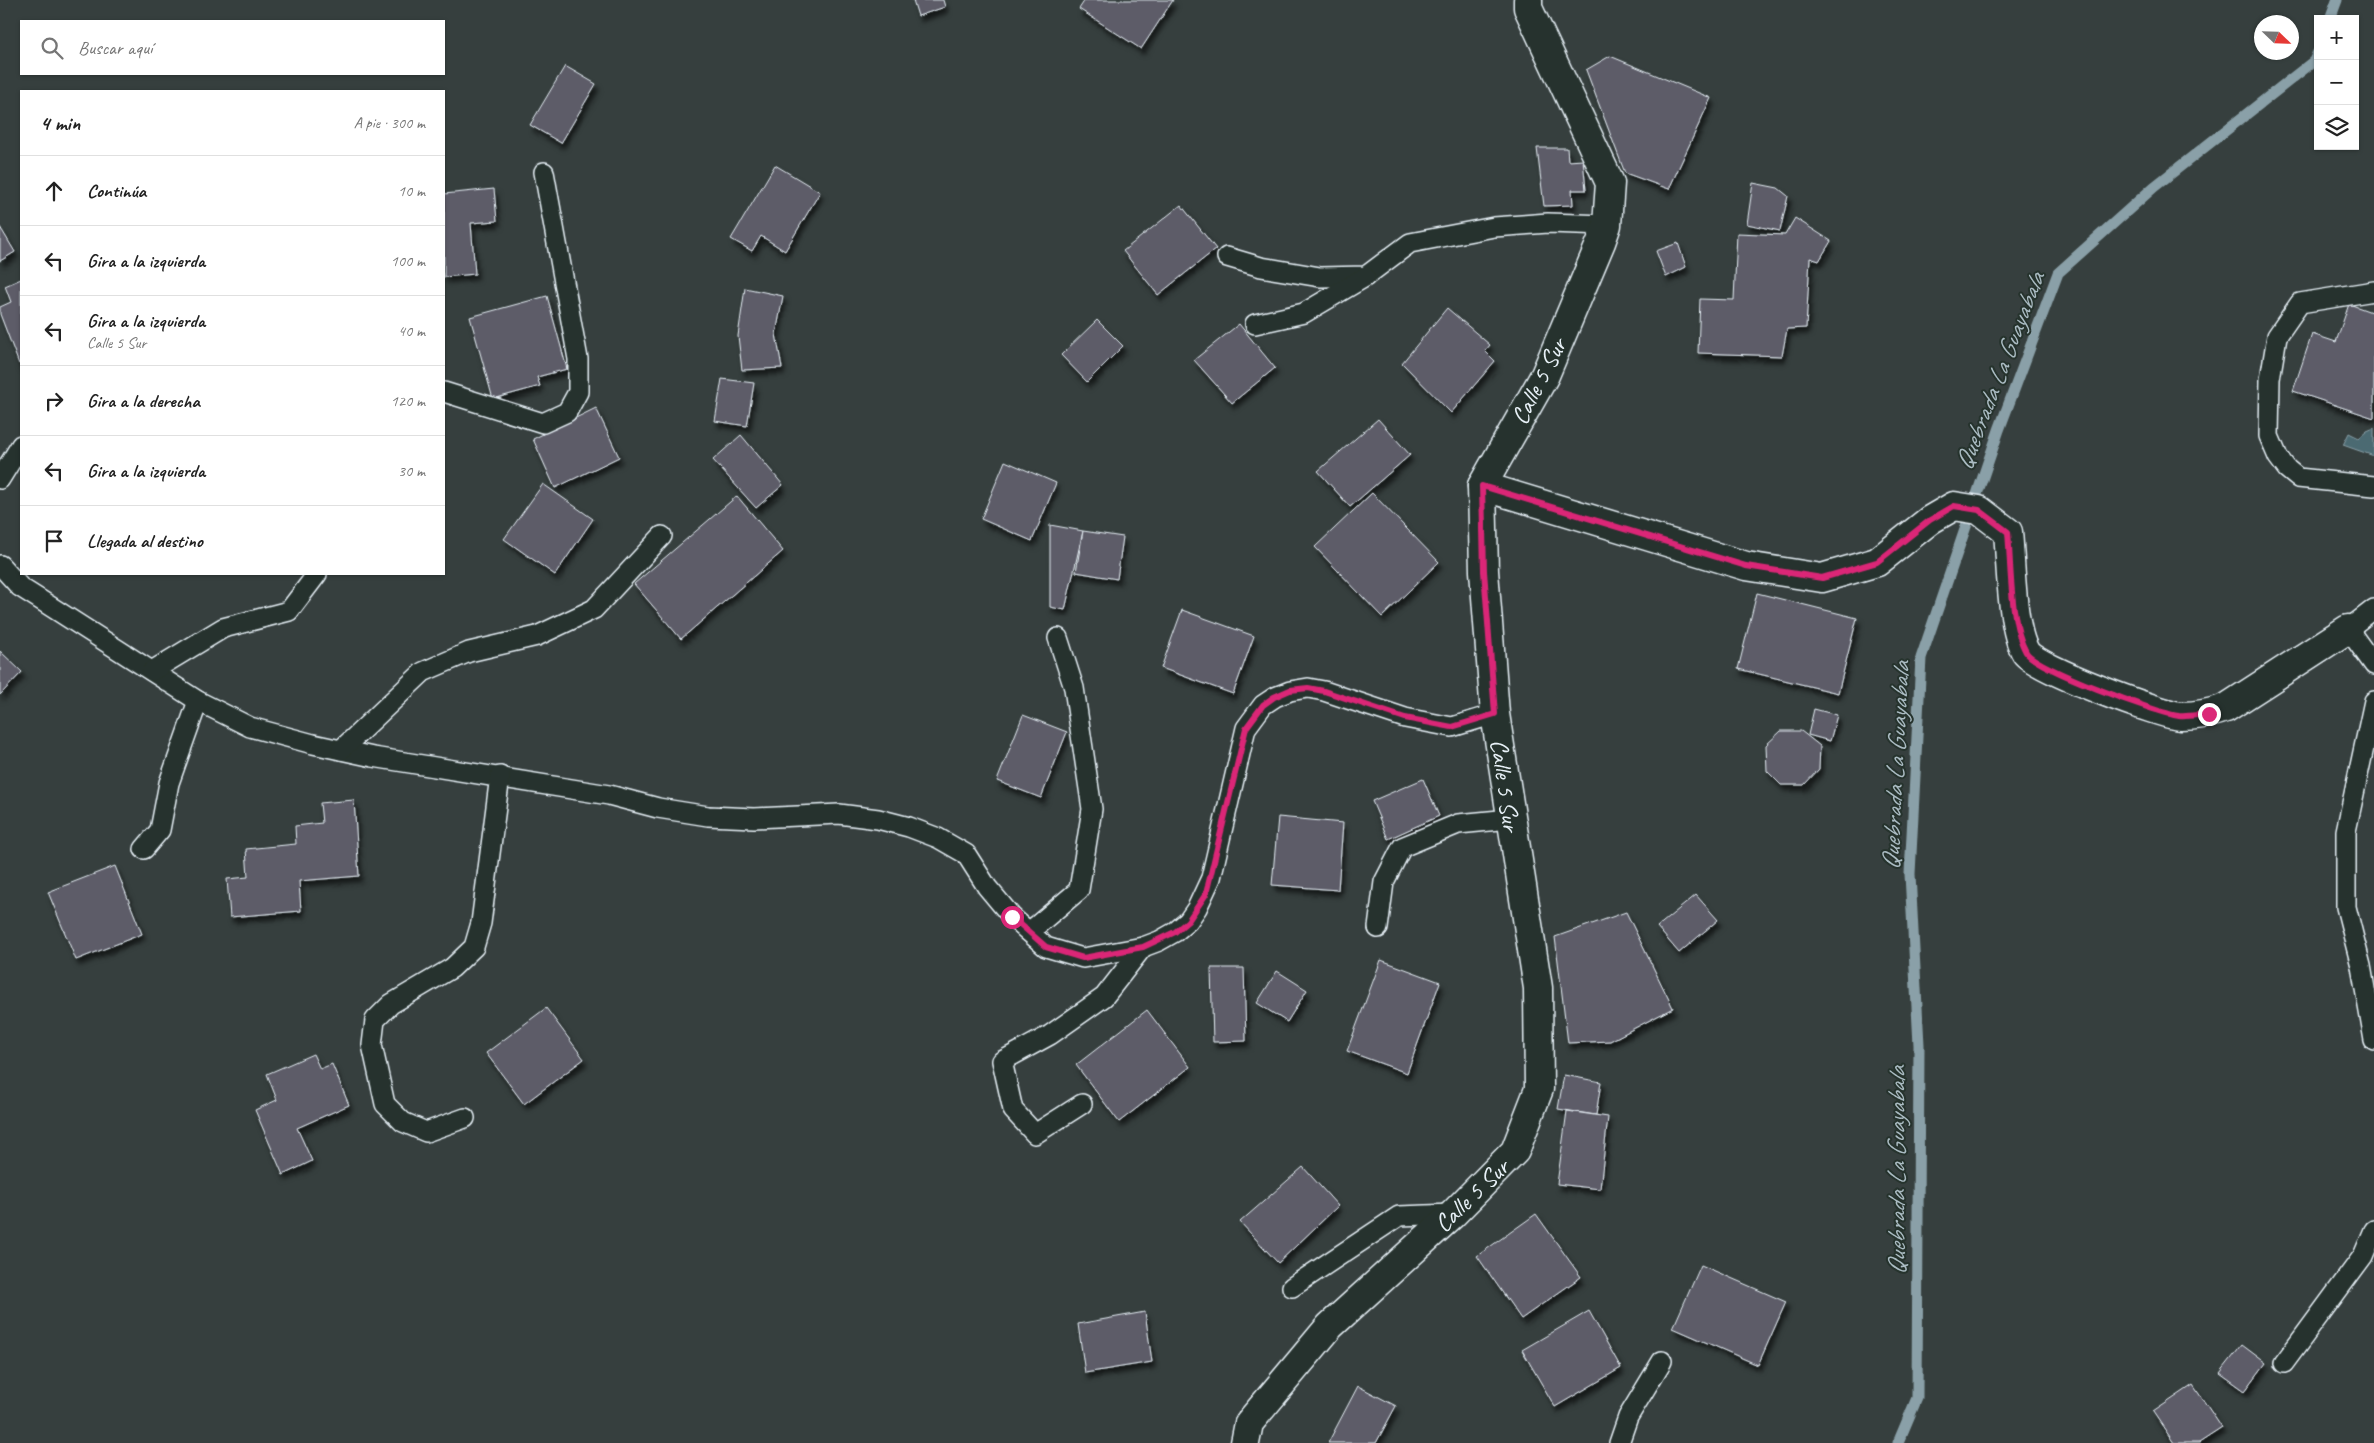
<!DOCTYPE html>
<html lang="es">
<meta charset="utf-8">
<style>
body{margin:0;font-family:Caveat,sans-serif;background:#f6f6f6;color:#222}
.controls{position:absolute;right:15px;top:15px;display:grid;overflow:hidden;border-radius:0px;box-shadow:0 1px 4px #0004}
.controls button{width:45px;height:45px;display:grid;place-items:center;padding:0;border:0;border-bottom:1px solid #e0e0e0;background:#fff;color:#222;font:25px sans-serif}
.compass{position:absolute;left:2254px;top:15px;width:45px;height:45px;border-radius:50%;background:#fff;box-shadow:0 1px 4px #0004;rotate:113deg}
.stop{position:absolute;width:15px;height:15px;margin:-11px;border:4px solid #db2777;border-radius:50%;background:#fff}
.stop.end{background:#db2777;border-color:#fff;box-shadow:0 1px 5px #0008}
.list{margin:0;padding:0;list-style:none}
h2{display:flex;justify-content:space-between;align-items:center;height:65px;margin:0;padding:0 20px;font-size:21px}
h2 small{font-size:16px;font-weight:400;color:#767676}
.list li{display:grid;grid-template-columns:32px 1fr auto;gap:15px;align-items:center;box-sizing:border-box;height:70px;padding:0 20px;border-top:1px solid #e0e0e0}
.list b{display:block;font-size:19px;white-space:nowrap}
.list p{margin:0;font-size:16px;white-space:nowrap;color:#767676}
.list em{font-size:16px;font-style:normal;color:#767676}
.icon{flex:none;width:28px;height:28px;fill:none;stroke:currentColor;stroke-width:2;stroke-linecap:round;stroke-linejoin:round}
.map{position:relative;flex:none;width:2374px;height:1443px;overflow:hidden}
.search{position:absolute;background:#fff;box-shadow:0 1px 4px #0004;left:20px;top:20px;width:425px;height:55px;display:flex;align-items:center;gap:12px;box-sizing:border-box;padding:0 18px;border-radius:0px;color:#767676;font-size:19px}
.panel{position:absolute;background:#fff;box-shadow:0 1px 4px #0004;left:20px;top:90px;width:425px;height:485px;border-radius:0px}
.map>svg:first-child{display:block}
.water{fill:#4c6a72;stroke:#8aa0a8}
.lines{fill:none;stroke-linecap:round;stroke-linejoin:round}
.stream{stroke:#8aa0a8;stroke-width:11}
.building{fill:#5d5b67;stroke:#e8f1f8;filter:url(#shadow)}
.lane-casing{stroke:#e8f1f8;stroke-width:22}
.street-casing{stroke:#e8f1f8;stroke-width:31}
.lane{stroke:#26332d;stroke-width:19}
.street{stroke:#26332d;stroke-width:28}
.route{stroke:#db2777;stroke-width:6}
.labels{text-anchor:middle;stroke-width:4;stroke-linejoin:round;paint-order:stroke}
.street-label{font-size:25px;fill:#e8f1f8;stroke:#26332d}
.water-label{font-size:26px;font-style:italic;fill:#aabbc2;stroke:#26332d}
</style>
<div class="map">
<svg width="2374" height="1443" viewBox="0 0 2374 1443">
<defs>
<filter id="shadow"><feDropShadow dx="3" dy="5.5" stdDeviation="2.5" flood-color="#0009"/></filter>
</defs>
<rect width="100%" height="100%" fill="#363f3e"/>
<filter id="ink" filterUnits="userSpaceOnUse"><feTurbulence type="fractalNoise" baseFrequency=".02" numOctaves="2"/><feDisplacementMap in="SourceGraphic" scale="10" xChannelSelector="R" yChannelSelector="G"/><feConvolveMatrix kernelMatrix="1 2 1 2 8 2 1 2 1" color-interpolation-filters="sRGB"/></filter>
<g filter="url(#ink)">
<polygon class="water" points="2374,428 2374,456 2343,445 2349,433 2359,438 2367,431"/>
<g class="lines">
<g class="stream">
<polyline points="2330,19 2337,0"/>
<polyline points="1898,1443 1917,1398 1919,1045 1910,874 1921,658 1999,430 2058,273 2154,187 2314,61 2318,52"/>
</g>
</g>
<g class="building">
<polygon points="913,0 943,0 945,7 918,16"/>
<polygon points="1085,0 1173,0 1141,49 1079,9"/>
<polygon points="1610,56 1711,98 1669,189 1625,173 1586,70"/>
<polygon points="565,66 596,84 561,143 530,125"/>
<polygon points="1537,148 1567,148 1568,161 1583,160 1586,190 1572,190 1573,205 1544,206"/>
<polygon points="775,165 820,192 785,251 761,236 752,251 731,239"/>
<polygon points="1753,183 1778,188 1788,196 1780,231 1747,224"/>
<polygon points="494,189 497,221 471,223 475,274 444,277 444,194"/>
<polygon points="1181,205 1216,249 1158,295 1123,251"/>
<polygon points="1795,218 1831,241 1819,261 1810,258 1806,328 1787,329 1782,356 1698,353 1700,299 1734,300 1737,233 1785,235"/>
<polygon points="0,227 15,252 0,261"/>
<polygon points="1678,243 1686,267 1666,277 1656,251"/>
<polygon points="21,279 21,363 19,364 0,314 0,307 11,302 5,286"/>
<polygon points="745,288 783,296 776,334 782,368 742,370 738,336"/>
<polygon points="547,296 567,369 537,377 540,386 493,399 470,317"/>
<polygon points="2349,304 2374,313 2374,418 2293,391 2312,334 2336,342"/>
<polygon points="1447,308 1490,345 1485,351 1495,361 1451,413 1402,363"/>
<polygon points="1097,320 1123,346 1087,382 1061,355"/>
<polygon points="1239,324 1275,368 1232,403 1194,360"/>
<polygon points="722,379 754,383 747,426 715,421"/>
<polygon points="596,408 619,457 555,488 533,439"/>
<polygon points="1378,419 1410,455 1350,507 1318,471"/>
<polygon points="741,435 783,485 756,508 713,460"/>
<polygon points="1005,461 1056,483 1032,541 981,519"/>
<polygon points="543,484 593,519 555,575 504,539"/>
<polygon points="1372,493 1439,562 1382,617 1315,547"/>
<polygon points="737,496 783,551 681,639 634,584"/>
<polygon points="1050,525 1083,531 1065,610 1050,607"/>
<polygon points="1083,531 1123,537 1117,579 1076,572"/>
<polygon points="1757,593 1857,618 1838,693 1738,669"/>
<polygon points="1182,610 1254,636 1233,694 1161,668"/>
<polygon points="0,651 22,672 0,695"/>
<polygon points="1814,709 1837,715 1830,741 1808,735"/>
<polygon points="1023,715 1067,732 1041,798 997,781"/>
<polygon points="1781,731 1801,731 1820,746 1819,769 1804,785 1781,785 1767,771 1766,745"/>
<polygon points="1423,779 1439,816 1388,839 1372,801"/>
<polygon points="354,800 359,876 299,881 301,911 230,917 227,879 248,877 246,849 296,844 295,826 322,823 320,803"/>
<polygon points="1278,817 1343,823 1338,890 1272,885"/>
<polygon points="115,866 142,934 76,960 48,892"/>
<polygon points="1696,895 1718,920 1679,953 1657,927"/>
<polygon points="1626,912 1673,1008 1610,1041 1568,1043 1555,937"/>
<polygon points="1381,960 1440,982 1407,1073 1347,1051"/>
<polygon points="1211,968 1244,968 1246,1041 1213,1042"/>
<polygon points="1277,971 1307,990 1287,1022 1257,1003"/>
<polygon points="546,1008 584,1059 524,1104 486,1053"/>
<polygon points="1147,1010 1190,1067 1119,1122 1076,1065"/>
<polygon points="313,1054 320,1069 332,1064 349,1105 297,1128 312,1161 283,1175 255,1110 277,1100 267,1074"/>
<polygon points="1564,1075 1601,1082 1596,1115 1558,1109"/>
<polygon points="1567,1111 1608,1117 1600,1189 1557,1184"/>
<polygon points="1303,1167 1338,1206 1278,1263 1240,1222"/>
<polygon points="1536,1214 1581,1277 1521,1319 1477,1256"/>
<polygon points="1701,1265 1786,1302 1758,1365 1673,1328"/>
<polygon points="1589,1311 1621,1368 1555,1407 1522,1350"/>
<polygon points="1145,1312 1152,1362 1085,1373 1078,1324"/>
<polygon points="2242,1345 2266,1363 2245,1391 2220,1373"/>
<polygon points="2193,1385 2222,1428 2199,1443 2174,1443 2153,1412"/>
<polygon points="1358,1386 1396,1406 1376,1443 1328,1443"/>
</g>
<g class="lines">
<defs>
<g id="lane">
<polyline points="1227,257 1261,267 1320,277 1366,276 1410,243 1494,227 1548,223 1607,225"/>
<polyline points="2374,291 2300,303 2277,336 2270,379 2269,436 2278,457 2287,469 2298,478 2374,486"/>
<polyline points="1255,324 1304,313 1365,277"/>
<polyline points="444,392 543,423 567,412 578,392 578,359 544,172"/>
<polyline points="0,479 21,445"/>
<polyline points="0,565 20,587 39,599 198,701 250,727 313,744 373,757 609,795 658,808 708,816 754,818 839,814 878,819 909,827 938,838 966,854 987,887 1012,917 1046,947 1083,958 1143,947 1159,941 1175,932 1188,921 1197,908 1211,878 1246,728 1263,705 1275,697 1290,691 1308,688 1324,691 1405,718 1452,727 1495,714"/>
<polyline points="2374,609 2348,629 2374,665"/>
<polyline points="152,671 223,628 289,611 317,574"/>
<polyline points="2374,701 2346,831 2346,907 2361,966 2374,1040"/>
<polyline points="341,750 423,672 469,652 537,636 594,609 662,536"/>
<polyline points="144,849 160,830 169,783 198,701"/>
<polyline points="1378,928 1384,882 1402,847 1458,824 1510,819"/>
<polyline points="1029,932 1079,890 1092,809 1074,688 1058,638"/>
<polyline points="1082,1104 1035,1134 1013,1110 1002,1061 1050,1035 1104,997 1143,947"/>
<polyline points="465,1118 426,1132 403,1122 385,1104 372,1045 375,1020 391,1004 452,968 474,947 481,923 500,776"/>
<polyline points="1292,1287 1399,1216 1453,1214"/>
<polyline points="2284,1363 2363,1256 2374,1230"/>
<polyline points="1619,1443 1628,1417 1662,1361"/>
</g>
<g id="street">
<path d="M1482 486 1746 566 1822 578 1877 562 1930 520 1954 506 1979 510 2008 532C2011 562 2011 629 2026 653 2036 668 2161 715 2181 716 2197 716 2212 713 2226 708L2348 629"/>
<polyline points="1245,1443 1249,1423 1330,1326 1453,1214 1515,1151 1539,1089 1538,988 1495,714 1484,571 1482,486 1545,375 1601,242 1607,225 1610,183 1528,8 1528,0"/>
</g>
</defs>
<use href="#lane" class="lane-casing"/>
<use href="#street" class="street-casing"/>
<use href="#lane" class="lane"/>
<use href="#street" class="street"/>
</g>
</g>
<g class="lines" filter="url(#ink)">
<path class="route" d="M1012 917 1046 947 1083 958 1143 947 1175 932 1188 921 1206 894 1246 728 1263 705 1274 697 1290 690 1308 688 1324 691 1405 718 1452 727 1495 714 1484 571 1482 486 1746 566 1822 578 1877 562 1930 520 1954 506 1979 510 2008 532C2011 566 2010 623 2026 652 2034 668 2157 713 2179 716 2189 717 2200 714 2209 714"/>
</g>
<g class="labels">
<g class="street-label">
<text transform="translate(1538 381) rotate(-63)" y="9">Calle 5 Sur</text>
<text transform="translate(1506 785) rotate(82)" y="9">Calle 5 Sur</text>
<text transform="translate(1471 1195) rotate(-44)" y="9">Calle 5 Sur</text>
</g>
<g class="water-label">
<text transform="translate(1999 371) rotate(-69)" y="9">Quebrada La Guayabala</text>
<text transform="translate(1895 766) rotate(-87)" y="9">Quebrada La Guayabala</text>
<text transform="translate(1896 1171) rotate(-90)" y="9">Quebrada La Guayabala</text>
</g>
</g>
</svg>
<div class="controls">
<button>+</button>
<button>−</button>
<button><svg class="icon" aria-label="layers" viewBox="0 0 24 24"><path d="M12 4l9 5-9 5-9-5zM3 14l9 5 9-5"/></svg></button>
</div>
<svg class="compass" viewBox="-18 -18 36 36"><path d="M0-13l5 13h-10z" fill="#e53935"/><path d="M0 13l5-13h-10z" fill="#767676"/></svg>
<div class="stop" style="left:1012px;top:917px"></div>
<div class="stop end" style="left:2209px;top:714px"></div>
<div class="search"><svg class="icon" aria-label="search" viewBox="0 0 24 24"><circle cx="10" cy="10" r="6"/><path d="M15 15l6 6"/></svg>Buscar aquí</div>
<section class="panel">
<h2>4 min<small>A pie · 300 m</small></h2>
<ul class="list">
<li><svg class="icon" aria-label="ahead" viewBox="0 0 24 24"><path d="M12 20V5M6 11l6-6 6 6"/></svg><div><b>Continúa</b></div><em>10 m</em></li>
<li><svg class="icon" aria-label="left" viewBox="0 0 24 24"><path d="M17 20v-9H6M10 6l-5 5 5 5"/></svg><div><b>Gira a la izquierda</b></div><em>100 m</em></li>
<li><svg class="icon" aria-label="left" viewBox="0 0 24 24"><path d="M17 20v-9H6M10 6l-5 5 5 5"/></svg><div><b>Gira a la izquierda</b><p>Calle 5 Sur</p></div><em>40 m</em></li>
<li><svg class="icon" aria-label="right" viewBox="0 0 24 24"><path d="M7 20v-9h11M14 6l5 5-5 5"/></svg><div><b>Gira a la derecha</b></div><em>120 m</em></li>
<li><svg class="icon" aria-label="left" viewBox="0 0 24 24"><path d="M17 20v-9H6M10 6l-5 5 5 5"/></svg><div><b>Gira a la izquierda</b></div><em>30 m</em></li>
<li><svg class="icon" aria-label="arrive" viewBox="0 0 24 24"><path d="M6 21V4h12l-3 4 3 4H6"/></svg><div><b>Llegada al destino</b></div></li>
</ul>
</section>
</div>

* * * * * * * * *

List every line from the entries above in which "serif" appears.

body{margin:0;font-family:Caveat,sans-serif;background:#f6f6f6;color:#222}
.controls button{width:45px;height:45px;display:grid;place-items:center;padding:0;border:0;border-bottom:1px solid #e0e0e0;background:#fff;color:#222;font:25px sans-serif}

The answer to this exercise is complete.